== TRY IT ==
Find the word "Jean" in the records below. List each line containing it.

== SUPPLIED DATA ==
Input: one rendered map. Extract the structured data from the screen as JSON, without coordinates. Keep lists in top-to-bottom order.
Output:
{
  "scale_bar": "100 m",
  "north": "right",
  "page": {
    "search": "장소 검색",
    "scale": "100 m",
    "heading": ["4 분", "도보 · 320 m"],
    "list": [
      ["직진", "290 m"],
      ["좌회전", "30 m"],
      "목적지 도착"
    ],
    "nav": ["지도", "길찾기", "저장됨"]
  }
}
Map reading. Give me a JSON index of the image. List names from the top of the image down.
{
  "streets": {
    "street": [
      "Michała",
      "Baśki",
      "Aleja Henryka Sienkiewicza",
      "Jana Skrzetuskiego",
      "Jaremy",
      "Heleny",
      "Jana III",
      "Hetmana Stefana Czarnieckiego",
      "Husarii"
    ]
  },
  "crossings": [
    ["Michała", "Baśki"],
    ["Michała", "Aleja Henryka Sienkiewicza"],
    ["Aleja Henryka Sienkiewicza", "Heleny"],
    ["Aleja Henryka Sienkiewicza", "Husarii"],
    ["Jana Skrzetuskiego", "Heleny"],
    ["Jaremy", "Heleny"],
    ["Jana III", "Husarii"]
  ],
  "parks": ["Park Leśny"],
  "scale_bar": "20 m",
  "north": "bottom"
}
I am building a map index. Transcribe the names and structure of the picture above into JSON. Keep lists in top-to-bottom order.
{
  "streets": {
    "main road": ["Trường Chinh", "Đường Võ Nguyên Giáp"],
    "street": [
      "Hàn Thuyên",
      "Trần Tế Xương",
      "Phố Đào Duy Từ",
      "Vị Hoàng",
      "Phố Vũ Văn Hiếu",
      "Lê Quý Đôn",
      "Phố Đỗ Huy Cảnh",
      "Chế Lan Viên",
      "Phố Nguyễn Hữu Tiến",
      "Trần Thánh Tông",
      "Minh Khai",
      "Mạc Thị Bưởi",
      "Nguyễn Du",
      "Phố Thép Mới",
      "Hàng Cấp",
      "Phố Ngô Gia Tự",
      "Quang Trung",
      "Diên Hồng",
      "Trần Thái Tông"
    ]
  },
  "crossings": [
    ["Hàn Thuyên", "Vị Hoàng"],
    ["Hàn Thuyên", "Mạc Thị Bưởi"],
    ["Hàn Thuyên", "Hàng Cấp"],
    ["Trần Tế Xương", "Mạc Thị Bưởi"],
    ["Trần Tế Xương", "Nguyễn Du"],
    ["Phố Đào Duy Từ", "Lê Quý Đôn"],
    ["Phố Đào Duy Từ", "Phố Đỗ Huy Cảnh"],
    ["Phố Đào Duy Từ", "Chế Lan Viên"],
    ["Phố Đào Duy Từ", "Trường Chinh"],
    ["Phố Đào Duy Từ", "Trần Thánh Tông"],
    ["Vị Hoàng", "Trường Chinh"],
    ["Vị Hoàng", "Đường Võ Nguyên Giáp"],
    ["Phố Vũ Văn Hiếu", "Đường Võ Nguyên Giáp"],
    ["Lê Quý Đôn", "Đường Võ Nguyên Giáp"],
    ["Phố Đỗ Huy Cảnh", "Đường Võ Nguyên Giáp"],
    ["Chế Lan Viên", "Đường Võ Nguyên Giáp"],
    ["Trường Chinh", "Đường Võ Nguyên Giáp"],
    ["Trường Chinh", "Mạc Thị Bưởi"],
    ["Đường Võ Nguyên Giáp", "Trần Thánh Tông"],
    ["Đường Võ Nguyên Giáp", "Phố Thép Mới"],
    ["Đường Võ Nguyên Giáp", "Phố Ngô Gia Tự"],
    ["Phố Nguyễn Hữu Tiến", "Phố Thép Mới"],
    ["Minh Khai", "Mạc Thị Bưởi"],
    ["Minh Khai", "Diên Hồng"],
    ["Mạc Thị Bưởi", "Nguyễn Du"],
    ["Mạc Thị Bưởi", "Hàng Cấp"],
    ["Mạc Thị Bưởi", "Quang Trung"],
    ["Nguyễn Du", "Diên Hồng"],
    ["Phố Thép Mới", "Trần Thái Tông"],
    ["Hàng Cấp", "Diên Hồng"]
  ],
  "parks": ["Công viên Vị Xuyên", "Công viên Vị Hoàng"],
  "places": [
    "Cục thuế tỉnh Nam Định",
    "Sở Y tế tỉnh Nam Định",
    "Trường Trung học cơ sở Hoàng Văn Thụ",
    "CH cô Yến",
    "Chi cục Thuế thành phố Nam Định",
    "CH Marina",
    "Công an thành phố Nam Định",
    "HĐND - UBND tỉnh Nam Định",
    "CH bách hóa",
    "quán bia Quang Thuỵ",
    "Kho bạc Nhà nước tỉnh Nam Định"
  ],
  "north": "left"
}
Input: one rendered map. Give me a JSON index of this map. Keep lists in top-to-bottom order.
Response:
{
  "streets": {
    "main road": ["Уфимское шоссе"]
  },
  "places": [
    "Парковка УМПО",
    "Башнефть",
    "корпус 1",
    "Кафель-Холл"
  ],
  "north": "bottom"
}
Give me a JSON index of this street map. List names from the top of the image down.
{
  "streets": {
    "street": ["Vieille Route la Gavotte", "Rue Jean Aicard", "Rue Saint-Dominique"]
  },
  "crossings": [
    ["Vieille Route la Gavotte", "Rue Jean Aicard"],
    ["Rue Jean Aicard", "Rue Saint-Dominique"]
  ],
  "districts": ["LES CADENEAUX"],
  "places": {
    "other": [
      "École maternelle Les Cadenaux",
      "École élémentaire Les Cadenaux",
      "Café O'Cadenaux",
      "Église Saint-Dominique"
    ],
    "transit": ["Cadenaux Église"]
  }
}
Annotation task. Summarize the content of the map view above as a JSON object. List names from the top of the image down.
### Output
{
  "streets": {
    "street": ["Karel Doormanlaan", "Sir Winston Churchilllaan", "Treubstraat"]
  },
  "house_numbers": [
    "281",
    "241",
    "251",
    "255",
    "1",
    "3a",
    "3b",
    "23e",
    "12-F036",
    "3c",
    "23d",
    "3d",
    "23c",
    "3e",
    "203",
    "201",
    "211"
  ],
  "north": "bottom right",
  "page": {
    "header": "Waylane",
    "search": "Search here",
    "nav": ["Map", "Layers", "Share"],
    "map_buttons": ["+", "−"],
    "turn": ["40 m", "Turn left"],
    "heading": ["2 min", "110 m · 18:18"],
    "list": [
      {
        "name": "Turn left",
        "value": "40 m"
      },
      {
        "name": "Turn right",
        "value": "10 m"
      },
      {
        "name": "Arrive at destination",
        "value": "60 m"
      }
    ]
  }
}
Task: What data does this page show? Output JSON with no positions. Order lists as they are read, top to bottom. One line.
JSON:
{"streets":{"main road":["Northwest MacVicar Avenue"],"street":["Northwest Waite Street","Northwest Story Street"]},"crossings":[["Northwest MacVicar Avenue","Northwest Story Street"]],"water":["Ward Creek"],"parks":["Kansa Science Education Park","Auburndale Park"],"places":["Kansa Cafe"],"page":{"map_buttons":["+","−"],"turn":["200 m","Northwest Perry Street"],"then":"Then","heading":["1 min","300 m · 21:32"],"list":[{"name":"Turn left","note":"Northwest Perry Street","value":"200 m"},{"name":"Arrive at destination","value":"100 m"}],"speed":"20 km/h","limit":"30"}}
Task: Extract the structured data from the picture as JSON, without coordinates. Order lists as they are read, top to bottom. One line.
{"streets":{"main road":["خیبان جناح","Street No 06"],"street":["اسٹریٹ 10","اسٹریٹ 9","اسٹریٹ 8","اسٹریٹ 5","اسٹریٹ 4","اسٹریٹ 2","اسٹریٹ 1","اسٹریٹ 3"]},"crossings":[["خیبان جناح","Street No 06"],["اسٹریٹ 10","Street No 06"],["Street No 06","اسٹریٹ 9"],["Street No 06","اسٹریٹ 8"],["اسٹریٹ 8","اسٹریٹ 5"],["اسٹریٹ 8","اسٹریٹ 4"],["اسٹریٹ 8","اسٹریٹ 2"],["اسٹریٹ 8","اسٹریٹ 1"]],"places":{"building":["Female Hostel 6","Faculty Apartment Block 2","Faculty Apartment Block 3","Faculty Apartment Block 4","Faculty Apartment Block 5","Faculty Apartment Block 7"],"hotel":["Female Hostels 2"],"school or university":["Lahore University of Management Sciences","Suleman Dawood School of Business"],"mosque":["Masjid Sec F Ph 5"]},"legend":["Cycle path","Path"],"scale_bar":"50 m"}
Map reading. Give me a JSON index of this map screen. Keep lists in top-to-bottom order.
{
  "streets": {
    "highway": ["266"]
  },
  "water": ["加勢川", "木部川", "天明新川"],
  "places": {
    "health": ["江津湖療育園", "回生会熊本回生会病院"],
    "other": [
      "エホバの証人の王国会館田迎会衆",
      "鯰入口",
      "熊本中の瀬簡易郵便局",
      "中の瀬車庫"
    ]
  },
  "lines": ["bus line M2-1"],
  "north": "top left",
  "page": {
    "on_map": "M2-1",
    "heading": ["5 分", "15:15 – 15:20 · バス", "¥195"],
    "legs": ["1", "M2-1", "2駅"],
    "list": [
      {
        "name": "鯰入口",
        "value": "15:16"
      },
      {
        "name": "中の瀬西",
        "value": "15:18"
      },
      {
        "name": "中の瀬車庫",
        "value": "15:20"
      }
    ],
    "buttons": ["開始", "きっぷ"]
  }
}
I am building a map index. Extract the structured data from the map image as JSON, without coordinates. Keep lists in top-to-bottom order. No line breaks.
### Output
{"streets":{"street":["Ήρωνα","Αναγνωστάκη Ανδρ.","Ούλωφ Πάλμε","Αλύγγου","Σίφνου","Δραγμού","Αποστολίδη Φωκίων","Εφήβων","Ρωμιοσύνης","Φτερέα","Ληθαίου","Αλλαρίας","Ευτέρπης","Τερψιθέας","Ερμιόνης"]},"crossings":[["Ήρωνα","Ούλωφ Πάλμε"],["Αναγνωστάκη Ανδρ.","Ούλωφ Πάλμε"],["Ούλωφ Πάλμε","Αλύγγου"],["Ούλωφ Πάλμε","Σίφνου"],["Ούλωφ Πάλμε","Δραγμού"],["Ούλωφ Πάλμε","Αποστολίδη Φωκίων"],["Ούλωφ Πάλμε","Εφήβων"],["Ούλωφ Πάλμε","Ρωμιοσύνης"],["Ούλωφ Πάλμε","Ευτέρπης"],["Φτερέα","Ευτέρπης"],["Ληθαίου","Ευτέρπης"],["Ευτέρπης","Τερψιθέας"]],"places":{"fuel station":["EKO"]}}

== TASK OUTPUT ==
    "street": ["Vieille Route la Gavotte", "Rue Jean Aicard", "Rue Saint-Dominique"]
    ["Vieille Route la Gavotte", "Rue Jean Aicard"],
    ["Rue Jean Aicard", "Rue Saint-Dominique"]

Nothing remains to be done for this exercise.